Vigilante Blitz finally found the win column in Week 4, proving that even a blind squirrel can stumble over an acorn every now and then. But let’s be real — that was cute while it lasted. Zay Flowers and Ja’Marr Chase were supposed to be playmakers, but through four weeks they look more like a couple of Westcott brothers running slants in the church league. At least Ashley has Taylor Swift’s The Life of a Showgirl dropping today as emotional support, because Week 5 is about to be another sad playlist situation. Meanwhile, Baisden’s Bungals barely broke a sweat beating Burrows Churros and won’t need much more effort here. With Mahomes and CMC leading the charge, this won’t be close.
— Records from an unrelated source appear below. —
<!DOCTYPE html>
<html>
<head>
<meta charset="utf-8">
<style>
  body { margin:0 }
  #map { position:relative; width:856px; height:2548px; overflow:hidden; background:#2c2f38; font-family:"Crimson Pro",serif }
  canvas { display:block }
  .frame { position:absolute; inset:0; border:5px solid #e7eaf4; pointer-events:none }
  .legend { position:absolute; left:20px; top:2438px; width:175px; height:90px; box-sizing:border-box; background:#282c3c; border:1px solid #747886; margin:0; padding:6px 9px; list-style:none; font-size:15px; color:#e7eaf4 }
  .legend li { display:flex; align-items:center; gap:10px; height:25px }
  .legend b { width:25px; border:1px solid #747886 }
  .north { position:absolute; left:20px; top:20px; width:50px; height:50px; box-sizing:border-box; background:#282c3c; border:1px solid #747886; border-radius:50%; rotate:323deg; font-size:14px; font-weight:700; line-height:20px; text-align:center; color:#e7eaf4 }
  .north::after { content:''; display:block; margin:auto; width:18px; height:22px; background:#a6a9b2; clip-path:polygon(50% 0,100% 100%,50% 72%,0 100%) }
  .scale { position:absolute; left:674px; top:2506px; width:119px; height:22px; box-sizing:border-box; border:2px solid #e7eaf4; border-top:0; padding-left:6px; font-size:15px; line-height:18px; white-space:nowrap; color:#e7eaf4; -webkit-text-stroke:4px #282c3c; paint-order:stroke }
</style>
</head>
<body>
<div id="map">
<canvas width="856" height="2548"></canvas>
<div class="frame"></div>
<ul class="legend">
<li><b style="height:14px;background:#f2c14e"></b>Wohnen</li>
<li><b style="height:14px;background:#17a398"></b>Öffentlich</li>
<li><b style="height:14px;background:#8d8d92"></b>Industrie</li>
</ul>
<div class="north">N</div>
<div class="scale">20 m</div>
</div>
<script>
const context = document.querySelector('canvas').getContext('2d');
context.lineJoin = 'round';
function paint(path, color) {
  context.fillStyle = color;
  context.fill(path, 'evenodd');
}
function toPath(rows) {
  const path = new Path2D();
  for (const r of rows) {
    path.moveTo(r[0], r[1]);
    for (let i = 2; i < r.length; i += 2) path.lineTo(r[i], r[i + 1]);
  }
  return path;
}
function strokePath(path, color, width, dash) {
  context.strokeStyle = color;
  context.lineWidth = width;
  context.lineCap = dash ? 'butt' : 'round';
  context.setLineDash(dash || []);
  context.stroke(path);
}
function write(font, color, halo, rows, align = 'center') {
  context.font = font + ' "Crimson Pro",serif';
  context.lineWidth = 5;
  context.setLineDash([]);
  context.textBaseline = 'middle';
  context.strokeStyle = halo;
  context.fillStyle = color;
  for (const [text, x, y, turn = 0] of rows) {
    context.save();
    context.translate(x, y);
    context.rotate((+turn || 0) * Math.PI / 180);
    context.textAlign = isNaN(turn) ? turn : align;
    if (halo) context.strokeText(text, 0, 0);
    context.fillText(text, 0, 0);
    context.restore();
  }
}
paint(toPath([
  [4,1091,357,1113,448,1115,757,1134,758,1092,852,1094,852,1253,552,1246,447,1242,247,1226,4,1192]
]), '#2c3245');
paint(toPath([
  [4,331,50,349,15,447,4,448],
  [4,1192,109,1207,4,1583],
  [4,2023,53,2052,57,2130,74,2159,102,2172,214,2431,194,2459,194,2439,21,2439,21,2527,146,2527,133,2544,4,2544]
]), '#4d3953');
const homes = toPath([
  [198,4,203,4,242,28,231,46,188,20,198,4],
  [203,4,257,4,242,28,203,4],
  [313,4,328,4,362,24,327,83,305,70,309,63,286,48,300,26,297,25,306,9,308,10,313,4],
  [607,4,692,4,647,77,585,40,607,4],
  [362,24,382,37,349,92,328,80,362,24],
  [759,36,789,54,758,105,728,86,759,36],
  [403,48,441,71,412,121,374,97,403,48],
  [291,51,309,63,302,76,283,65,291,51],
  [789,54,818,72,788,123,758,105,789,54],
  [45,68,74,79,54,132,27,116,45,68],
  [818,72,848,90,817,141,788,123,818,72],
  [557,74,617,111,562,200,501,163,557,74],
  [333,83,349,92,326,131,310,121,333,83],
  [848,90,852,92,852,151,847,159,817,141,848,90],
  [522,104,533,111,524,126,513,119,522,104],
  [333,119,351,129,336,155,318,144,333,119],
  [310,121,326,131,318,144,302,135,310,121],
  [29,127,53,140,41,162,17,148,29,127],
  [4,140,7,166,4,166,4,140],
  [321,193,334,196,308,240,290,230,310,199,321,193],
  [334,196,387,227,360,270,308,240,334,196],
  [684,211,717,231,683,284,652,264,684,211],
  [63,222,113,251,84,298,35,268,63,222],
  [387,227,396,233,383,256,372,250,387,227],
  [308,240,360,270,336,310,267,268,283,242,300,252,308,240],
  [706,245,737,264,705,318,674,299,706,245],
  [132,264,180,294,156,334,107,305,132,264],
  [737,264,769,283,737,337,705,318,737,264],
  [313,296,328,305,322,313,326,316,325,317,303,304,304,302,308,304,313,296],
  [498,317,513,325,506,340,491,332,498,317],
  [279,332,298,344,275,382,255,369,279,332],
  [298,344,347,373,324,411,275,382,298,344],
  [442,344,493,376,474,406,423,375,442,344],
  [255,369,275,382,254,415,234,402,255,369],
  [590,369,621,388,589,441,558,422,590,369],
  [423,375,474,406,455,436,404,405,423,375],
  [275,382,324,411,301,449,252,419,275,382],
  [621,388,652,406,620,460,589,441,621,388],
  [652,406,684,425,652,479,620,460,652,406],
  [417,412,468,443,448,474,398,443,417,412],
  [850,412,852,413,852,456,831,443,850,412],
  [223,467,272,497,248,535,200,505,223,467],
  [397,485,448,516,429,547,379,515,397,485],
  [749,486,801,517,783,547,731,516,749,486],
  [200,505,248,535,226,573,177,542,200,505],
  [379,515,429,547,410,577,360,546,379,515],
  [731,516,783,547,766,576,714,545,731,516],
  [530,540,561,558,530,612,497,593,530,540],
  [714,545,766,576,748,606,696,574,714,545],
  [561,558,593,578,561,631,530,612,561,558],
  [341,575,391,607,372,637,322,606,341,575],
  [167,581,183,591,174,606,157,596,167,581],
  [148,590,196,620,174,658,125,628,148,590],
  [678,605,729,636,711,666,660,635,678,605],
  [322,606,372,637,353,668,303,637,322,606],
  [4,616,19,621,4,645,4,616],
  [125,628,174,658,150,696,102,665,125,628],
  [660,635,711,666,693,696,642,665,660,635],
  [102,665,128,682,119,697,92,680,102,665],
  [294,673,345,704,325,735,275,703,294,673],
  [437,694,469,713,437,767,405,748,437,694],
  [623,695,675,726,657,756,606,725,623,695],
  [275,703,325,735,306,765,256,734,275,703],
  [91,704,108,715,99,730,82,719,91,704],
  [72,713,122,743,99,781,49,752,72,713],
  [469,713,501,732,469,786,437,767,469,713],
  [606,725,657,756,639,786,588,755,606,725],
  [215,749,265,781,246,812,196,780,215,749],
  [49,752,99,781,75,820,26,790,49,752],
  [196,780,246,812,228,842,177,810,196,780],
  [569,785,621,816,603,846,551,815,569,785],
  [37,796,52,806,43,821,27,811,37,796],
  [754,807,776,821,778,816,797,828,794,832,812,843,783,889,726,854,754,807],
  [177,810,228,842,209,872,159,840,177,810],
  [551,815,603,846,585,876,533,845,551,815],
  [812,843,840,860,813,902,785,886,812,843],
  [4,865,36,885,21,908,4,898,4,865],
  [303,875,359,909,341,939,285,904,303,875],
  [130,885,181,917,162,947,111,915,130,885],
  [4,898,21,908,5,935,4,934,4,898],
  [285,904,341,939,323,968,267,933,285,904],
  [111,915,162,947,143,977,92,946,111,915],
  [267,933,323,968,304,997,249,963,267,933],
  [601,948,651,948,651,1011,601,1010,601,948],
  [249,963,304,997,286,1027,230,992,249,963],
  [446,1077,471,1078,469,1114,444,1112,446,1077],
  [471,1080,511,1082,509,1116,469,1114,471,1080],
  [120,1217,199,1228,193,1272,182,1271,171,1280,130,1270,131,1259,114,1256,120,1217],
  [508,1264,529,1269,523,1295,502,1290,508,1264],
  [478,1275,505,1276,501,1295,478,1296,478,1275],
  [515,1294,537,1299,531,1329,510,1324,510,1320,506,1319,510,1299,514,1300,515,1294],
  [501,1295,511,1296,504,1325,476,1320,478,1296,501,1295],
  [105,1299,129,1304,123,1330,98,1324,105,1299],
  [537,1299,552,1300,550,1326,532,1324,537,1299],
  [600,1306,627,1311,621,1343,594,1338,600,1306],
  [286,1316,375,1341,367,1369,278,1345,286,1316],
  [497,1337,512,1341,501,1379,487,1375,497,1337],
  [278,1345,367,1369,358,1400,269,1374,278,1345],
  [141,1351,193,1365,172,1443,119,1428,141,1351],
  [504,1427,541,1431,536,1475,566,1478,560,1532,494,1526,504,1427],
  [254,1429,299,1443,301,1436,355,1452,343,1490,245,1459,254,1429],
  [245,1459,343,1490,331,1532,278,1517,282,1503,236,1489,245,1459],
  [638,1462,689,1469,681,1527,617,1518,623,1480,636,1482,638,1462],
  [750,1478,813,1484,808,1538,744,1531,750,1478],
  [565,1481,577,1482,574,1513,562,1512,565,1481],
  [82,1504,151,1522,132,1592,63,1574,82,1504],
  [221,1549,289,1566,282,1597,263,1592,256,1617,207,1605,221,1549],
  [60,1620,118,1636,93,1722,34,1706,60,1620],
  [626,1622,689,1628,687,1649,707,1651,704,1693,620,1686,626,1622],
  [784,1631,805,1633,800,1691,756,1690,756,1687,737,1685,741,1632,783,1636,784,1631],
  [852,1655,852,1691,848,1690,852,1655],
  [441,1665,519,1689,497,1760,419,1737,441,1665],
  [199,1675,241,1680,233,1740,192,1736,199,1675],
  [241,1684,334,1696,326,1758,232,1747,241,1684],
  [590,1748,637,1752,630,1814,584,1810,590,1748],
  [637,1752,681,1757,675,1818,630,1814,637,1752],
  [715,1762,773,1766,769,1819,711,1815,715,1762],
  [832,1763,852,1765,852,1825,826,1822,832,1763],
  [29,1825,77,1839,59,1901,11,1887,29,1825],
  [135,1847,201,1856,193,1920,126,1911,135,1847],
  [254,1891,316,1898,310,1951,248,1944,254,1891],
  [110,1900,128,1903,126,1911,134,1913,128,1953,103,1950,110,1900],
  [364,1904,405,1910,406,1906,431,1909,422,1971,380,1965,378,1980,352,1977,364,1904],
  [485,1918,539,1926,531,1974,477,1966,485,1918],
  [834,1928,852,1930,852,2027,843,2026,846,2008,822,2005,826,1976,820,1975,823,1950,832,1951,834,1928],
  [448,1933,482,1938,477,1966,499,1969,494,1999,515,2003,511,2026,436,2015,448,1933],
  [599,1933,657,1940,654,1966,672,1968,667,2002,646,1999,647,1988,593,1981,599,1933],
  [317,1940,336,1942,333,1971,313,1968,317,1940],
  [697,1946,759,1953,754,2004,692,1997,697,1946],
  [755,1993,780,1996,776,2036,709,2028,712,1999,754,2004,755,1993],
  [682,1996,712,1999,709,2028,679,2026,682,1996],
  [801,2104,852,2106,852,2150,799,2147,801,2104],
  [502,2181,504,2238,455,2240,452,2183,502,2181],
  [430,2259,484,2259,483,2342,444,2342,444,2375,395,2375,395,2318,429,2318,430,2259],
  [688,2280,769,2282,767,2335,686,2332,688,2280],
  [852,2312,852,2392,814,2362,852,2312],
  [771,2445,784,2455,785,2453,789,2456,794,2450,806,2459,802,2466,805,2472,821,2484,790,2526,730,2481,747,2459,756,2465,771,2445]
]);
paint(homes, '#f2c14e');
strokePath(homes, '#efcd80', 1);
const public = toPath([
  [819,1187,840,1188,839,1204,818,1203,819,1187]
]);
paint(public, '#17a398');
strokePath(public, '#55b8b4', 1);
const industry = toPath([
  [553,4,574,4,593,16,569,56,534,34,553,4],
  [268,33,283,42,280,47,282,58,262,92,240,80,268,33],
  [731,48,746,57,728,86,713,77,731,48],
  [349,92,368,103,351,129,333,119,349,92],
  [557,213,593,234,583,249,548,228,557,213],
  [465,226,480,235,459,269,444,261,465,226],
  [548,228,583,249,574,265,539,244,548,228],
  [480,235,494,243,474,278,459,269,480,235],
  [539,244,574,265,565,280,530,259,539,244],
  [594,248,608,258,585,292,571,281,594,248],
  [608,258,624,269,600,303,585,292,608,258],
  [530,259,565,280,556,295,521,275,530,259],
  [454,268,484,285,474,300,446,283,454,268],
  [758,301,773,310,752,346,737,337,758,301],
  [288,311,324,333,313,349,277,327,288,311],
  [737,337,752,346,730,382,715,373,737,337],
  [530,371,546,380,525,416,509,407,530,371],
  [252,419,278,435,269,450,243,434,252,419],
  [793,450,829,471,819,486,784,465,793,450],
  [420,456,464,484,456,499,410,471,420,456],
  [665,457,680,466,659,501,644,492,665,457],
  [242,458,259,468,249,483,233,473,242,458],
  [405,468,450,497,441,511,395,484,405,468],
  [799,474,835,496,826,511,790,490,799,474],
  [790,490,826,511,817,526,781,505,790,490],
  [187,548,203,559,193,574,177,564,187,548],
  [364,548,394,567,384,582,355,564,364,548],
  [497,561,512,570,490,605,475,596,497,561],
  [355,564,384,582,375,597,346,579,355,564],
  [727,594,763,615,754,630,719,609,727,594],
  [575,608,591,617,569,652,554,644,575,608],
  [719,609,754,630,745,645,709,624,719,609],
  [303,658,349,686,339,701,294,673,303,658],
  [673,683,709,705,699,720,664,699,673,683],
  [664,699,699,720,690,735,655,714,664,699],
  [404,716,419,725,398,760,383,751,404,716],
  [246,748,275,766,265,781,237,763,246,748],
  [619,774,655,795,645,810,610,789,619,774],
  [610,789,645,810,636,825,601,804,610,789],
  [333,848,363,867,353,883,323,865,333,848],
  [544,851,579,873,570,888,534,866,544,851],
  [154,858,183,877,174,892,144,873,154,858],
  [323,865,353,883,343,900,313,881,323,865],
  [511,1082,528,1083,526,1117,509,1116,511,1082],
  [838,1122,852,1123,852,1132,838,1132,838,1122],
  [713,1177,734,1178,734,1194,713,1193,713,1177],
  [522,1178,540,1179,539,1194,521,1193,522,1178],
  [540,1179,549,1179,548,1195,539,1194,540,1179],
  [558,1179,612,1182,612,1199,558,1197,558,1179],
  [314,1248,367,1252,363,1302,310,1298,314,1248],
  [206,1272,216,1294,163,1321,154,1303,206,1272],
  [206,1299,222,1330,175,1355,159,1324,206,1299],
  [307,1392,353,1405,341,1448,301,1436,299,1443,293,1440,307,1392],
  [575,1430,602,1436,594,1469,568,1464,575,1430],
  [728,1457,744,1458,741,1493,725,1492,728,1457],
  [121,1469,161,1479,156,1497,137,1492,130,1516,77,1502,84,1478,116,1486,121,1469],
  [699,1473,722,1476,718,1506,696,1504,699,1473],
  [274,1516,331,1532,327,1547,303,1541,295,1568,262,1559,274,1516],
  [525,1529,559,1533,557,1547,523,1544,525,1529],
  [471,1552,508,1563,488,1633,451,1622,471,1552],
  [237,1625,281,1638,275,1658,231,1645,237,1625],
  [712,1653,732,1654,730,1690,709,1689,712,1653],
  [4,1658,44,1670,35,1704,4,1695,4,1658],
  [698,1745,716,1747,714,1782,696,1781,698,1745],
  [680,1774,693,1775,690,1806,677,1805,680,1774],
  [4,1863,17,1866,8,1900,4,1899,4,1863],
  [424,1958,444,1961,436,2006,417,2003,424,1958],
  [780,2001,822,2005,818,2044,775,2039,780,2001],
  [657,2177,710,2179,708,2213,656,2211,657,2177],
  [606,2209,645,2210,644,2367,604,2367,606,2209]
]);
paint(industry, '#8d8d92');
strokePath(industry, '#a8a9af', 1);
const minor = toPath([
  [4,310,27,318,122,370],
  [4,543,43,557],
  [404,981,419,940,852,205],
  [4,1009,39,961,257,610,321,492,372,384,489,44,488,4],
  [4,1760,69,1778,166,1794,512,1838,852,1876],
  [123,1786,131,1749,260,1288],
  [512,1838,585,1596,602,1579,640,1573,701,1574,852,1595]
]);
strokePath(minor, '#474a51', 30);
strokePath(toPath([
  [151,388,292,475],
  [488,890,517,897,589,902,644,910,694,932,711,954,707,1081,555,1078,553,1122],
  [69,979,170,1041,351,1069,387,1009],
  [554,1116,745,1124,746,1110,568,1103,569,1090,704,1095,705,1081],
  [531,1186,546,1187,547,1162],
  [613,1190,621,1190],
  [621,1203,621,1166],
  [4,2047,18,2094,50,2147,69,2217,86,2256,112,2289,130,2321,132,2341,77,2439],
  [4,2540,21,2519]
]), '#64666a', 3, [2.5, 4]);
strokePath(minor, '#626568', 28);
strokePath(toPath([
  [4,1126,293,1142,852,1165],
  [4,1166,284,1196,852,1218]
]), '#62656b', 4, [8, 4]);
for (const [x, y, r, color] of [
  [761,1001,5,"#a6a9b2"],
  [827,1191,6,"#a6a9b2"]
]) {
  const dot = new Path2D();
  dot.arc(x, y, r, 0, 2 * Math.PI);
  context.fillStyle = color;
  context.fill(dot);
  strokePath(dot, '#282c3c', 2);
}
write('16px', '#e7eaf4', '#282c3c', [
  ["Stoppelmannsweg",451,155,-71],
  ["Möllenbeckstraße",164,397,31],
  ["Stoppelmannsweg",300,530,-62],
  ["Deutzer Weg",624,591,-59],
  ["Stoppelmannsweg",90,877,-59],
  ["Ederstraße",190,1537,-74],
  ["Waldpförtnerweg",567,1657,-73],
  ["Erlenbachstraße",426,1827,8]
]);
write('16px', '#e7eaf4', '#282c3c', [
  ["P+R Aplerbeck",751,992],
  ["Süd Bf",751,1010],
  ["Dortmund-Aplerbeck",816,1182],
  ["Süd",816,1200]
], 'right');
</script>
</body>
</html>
Team Andrew (4-4) vs WhosAfraidOfKittleOldMe (5-3)

Winner: Team Andrew


There’s losing and then there’s losing to Vigilante Blitz. WhosAfraidOfKittleOldMe achieved the latter in Week 4, and no amount of Taylor Swift or wine nights will erase that trauma. Team Andrew didn’t look great himself, but at least he didn’t contribute to league-wide chaos. Now bye weeks arrive like a spotlight of shame, exposing weak benches everywhere — especially WhosAfraidOfKittleOldMe’s. Thankfully Calvin Austin is off this week, which means she’ll be forced to start an actual NFL-caliber human in his place. But let’s not overthink this — Herbert, Barkley, or basically any warm body on Team Andrew’s roster should be enough lock this down. You know what wasn’t enough though? The Reds’ playoff effort.



A Little Something Extra


All Too Wrong (Commissioner's Version)


Verse 1

Week 1, I thought I was golden,

Picking winners like I owned it.

But the losses piled, the doubts rolled in,

Turns out my gut was lying again.


Pre-Chorus

I should've known, I should've seen,

This league is laughing, it's so mean.

I'm 7-13, can't catch a break,

These picks are my biggest mistake.


Chorus

'Cause I'm the problem, it's me,

Making picks worse than WVU's D.

Every week's a cruel joke,

Even Vigilante Blitz found hope.

Now I just sing these sad refrains,

While Taylor drops albums about my shame.


Verse 2

Week 3, I trashed Ceedee's TD's,

Week 4, my record diseased me.

Week 5 rolls in, but nothing's changed,

My strategy's coin flips, unashamed.


Bridge

Maybe I'll fade myself this week,

Let the blind squirrel have its streak.

Even my wife's team beat me down,

Burrows Churros is the league's sad clown.


Final Chorus

Yeah, I'm the problem, it's me,

Fantasy fate just won't let me breathe.

Every loss is Swiftie fuel,

For a breakup song about a fool.

This league's laughing in my face,

But I'll still post picks at the same sad pace.